--- PROBLEM DETAILS ---
Within the material below, transcribe exactly the lines from the one holding "M 949,544 L" through the one holding "M 143,754 L 175,674 L 159,655", keeping both ends and skipping the rest.

--- DATA RECORDS ---
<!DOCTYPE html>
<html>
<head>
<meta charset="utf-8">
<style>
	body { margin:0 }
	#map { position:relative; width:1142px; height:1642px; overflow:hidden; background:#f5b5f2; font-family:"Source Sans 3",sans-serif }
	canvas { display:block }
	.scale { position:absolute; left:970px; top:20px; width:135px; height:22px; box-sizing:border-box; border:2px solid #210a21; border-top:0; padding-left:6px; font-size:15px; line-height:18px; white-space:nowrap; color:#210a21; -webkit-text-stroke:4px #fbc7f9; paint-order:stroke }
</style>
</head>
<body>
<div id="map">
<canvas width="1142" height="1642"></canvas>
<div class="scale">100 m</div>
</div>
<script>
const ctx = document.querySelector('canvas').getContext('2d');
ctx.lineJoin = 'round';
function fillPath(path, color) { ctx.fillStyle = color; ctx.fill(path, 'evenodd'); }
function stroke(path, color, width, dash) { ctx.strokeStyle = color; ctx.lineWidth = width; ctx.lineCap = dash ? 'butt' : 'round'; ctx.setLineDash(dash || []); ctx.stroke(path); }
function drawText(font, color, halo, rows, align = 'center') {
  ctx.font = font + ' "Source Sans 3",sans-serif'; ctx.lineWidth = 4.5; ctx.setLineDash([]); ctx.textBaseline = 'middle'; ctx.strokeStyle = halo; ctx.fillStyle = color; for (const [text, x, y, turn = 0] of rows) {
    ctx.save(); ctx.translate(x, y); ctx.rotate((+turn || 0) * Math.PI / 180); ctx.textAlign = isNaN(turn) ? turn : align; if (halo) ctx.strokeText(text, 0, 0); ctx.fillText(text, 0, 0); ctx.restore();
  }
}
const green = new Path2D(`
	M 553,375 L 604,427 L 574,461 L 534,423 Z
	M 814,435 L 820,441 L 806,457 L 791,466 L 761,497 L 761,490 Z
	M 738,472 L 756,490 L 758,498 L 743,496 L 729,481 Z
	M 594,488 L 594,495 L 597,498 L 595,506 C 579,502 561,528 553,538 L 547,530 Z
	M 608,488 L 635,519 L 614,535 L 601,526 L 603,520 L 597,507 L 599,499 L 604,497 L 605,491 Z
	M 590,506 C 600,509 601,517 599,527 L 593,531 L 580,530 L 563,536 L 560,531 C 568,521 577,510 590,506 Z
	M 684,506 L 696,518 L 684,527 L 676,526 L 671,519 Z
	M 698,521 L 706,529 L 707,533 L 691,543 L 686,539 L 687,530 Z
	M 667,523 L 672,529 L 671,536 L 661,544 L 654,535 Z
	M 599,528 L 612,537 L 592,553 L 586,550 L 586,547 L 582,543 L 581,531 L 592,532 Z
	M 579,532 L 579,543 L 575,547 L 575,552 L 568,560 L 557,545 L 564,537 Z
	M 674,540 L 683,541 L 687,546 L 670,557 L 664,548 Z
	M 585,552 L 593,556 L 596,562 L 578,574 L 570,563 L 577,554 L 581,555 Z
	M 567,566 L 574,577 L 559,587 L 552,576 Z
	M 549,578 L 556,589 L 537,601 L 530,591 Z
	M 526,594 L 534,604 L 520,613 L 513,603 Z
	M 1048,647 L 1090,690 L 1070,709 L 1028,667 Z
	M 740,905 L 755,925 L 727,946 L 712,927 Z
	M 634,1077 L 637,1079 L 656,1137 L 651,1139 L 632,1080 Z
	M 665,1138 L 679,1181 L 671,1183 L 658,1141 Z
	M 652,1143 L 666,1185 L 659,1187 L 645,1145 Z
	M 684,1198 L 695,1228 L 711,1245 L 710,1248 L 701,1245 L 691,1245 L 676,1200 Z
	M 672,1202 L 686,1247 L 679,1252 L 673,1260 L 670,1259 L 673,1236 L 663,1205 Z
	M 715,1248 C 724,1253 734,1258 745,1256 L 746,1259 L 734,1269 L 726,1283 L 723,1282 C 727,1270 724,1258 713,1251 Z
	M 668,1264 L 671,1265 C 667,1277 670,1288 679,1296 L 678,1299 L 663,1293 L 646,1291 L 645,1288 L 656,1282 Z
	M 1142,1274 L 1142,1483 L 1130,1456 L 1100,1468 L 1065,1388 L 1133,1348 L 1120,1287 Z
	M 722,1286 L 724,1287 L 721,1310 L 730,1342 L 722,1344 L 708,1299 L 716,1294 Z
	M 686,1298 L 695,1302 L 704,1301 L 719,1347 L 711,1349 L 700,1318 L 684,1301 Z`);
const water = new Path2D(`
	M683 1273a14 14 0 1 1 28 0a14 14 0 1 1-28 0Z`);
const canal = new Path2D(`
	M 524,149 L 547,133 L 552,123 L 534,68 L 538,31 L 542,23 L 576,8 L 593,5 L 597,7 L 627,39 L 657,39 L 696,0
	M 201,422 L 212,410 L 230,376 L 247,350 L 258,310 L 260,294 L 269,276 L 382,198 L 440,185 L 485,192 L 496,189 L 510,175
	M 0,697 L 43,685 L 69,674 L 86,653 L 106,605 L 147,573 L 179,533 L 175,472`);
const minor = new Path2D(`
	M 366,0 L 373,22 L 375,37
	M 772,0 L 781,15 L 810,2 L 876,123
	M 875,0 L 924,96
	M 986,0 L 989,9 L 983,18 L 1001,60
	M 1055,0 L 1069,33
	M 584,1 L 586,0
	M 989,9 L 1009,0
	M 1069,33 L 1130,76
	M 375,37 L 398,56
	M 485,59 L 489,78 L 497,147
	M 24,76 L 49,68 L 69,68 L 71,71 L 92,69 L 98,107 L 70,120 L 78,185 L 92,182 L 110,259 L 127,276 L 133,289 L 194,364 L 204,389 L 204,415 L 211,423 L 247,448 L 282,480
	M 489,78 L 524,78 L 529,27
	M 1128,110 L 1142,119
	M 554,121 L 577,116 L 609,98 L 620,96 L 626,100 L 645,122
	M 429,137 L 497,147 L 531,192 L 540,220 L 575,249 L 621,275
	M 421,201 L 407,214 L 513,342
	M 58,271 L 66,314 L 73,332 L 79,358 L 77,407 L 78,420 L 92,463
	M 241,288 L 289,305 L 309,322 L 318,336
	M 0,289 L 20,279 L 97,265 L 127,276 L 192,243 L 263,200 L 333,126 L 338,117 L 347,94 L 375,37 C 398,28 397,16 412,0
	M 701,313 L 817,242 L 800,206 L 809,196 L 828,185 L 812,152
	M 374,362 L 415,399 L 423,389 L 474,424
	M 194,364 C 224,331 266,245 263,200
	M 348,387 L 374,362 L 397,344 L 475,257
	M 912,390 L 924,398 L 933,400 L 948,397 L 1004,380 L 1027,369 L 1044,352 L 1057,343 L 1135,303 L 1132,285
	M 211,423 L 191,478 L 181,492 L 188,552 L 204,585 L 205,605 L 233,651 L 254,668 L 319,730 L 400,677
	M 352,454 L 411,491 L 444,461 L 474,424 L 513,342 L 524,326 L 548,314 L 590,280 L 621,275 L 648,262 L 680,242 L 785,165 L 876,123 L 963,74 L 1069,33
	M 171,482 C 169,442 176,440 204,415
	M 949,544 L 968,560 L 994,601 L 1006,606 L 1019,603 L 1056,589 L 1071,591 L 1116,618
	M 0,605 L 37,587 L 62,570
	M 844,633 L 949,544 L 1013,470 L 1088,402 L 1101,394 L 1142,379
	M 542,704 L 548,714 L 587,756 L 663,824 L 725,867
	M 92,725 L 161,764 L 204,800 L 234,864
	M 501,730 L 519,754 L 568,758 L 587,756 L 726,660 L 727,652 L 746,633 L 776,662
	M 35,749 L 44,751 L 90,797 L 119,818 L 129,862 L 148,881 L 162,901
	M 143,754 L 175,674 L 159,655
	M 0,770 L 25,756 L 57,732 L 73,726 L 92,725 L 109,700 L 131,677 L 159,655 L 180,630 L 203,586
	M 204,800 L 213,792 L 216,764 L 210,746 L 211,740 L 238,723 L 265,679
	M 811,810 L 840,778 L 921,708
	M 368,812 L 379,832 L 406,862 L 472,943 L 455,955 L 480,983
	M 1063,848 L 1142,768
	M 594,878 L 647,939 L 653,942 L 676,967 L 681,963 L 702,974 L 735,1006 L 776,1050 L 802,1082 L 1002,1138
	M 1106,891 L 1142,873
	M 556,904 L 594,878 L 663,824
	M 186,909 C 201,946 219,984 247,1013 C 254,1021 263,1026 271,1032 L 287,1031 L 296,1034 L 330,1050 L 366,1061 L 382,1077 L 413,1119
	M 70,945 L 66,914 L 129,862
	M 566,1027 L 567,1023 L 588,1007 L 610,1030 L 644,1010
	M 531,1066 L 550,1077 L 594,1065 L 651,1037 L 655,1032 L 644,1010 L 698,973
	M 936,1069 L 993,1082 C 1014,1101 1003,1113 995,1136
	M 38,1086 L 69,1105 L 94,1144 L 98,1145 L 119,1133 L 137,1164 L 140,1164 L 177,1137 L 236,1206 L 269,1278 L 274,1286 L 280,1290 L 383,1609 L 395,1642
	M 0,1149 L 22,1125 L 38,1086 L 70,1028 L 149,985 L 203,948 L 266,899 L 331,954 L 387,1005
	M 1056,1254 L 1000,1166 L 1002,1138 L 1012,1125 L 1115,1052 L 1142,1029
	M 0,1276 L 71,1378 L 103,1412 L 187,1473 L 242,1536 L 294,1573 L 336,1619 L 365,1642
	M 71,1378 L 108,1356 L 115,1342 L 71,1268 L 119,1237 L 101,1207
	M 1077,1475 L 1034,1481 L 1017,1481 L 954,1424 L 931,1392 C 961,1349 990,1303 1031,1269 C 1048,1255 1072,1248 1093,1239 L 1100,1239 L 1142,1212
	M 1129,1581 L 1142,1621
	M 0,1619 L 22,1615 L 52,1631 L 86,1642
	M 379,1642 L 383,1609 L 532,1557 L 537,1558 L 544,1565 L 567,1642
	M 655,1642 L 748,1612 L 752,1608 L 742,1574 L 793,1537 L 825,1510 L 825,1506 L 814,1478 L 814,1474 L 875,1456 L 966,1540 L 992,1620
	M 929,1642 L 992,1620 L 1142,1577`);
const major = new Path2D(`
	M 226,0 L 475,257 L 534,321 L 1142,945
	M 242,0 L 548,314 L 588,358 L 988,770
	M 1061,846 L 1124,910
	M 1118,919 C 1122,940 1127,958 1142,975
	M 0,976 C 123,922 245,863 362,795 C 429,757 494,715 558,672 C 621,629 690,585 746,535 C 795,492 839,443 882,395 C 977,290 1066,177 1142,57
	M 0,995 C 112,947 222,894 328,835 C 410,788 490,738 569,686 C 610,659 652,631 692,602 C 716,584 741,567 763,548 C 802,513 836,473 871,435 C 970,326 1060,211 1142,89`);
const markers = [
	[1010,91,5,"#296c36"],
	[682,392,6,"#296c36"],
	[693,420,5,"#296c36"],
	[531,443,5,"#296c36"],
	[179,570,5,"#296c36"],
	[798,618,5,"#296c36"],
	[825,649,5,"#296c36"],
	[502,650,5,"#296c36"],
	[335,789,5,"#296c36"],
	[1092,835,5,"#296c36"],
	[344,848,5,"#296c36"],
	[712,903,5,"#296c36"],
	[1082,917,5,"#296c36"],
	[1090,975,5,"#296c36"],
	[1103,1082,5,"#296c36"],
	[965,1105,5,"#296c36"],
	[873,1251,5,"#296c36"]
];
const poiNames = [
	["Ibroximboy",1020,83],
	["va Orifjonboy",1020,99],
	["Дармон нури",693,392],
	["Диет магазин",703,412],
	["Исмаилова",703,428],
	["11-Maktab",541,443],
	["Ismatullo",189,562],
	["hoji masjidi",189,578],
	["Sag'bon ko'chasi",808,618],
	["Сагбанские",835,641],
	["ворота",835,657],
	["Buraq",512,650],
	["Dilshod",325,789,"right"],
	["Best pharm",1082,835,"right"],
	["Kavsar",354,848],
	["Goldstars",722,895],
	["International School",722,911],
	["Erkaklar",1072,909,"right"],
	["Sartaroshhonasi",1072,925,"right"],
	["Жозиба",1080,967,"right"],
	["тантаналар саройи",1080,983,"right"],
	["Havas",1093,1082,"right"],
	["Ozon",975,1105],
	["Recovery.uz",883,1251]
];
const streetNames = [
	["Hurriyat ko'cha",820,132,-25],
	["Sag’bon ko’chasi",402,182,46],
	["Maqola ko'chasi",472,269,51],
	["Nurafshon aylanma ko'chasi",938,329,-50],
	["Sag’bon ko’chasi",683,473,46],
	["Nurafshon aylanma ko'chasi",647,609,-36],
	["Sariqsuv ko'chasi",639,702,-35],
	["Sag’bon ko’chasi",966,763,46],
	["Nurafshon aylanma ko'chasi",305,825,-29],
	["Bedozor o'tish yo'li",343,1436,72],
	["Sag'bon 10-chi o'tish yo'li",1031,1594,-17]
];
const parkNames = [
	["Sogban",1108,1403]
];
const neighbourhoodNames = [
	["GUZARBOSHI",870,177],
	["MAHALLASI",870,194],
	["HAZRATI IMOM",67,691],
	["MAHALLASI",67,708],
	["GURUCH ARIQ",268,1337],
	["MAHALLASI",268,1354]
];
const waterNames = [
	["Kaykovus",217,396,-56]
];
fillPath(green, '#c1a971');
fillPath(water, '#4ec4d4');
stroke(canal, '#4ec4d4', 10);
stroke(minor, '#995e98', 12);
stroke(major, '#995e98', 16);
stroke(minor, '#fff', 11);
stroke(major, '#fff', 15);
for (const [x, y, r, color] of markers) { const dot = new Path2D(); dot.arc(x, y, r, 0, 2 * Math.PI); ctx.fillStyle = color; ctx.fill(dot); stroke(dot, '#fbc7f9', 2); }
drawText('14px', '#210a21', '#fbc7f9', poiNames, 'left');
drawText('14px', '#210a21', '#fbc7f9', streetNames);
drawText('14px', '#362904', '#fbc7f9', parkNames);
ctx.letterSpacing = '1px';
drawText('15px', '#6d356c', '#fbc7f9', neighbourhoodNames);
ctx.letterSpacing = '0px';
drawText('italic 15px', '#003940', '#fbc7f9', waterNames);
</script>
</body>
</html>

--- ANSWER SECTION ---
	M 949,544 L 968,560 L 994,601 L 1006,606 L 1019,603 L 1056,589 L 1071,591 L 1116,618
	M 0,605 L 37,587 L 62,570
	M 844,633 L 949,544 L 1013,470 L 1088,402 L 1101,394 L 1142,379
	M 542,704 L 548,714 L 587,756 L 663,824 L 725,867
	M 92,725 L 161,764 L 204,800 L 234,864
	M 501,730 L 519,754 L 568,758 L 587,756 L 726,660 L 727,652 L 746,633 L 776,662
	M 35,749 L 44,751 L 90,797 L 119,818 L 129,862 L 148,881 L 162,901
	M 143,754 L 175,674 L 159,655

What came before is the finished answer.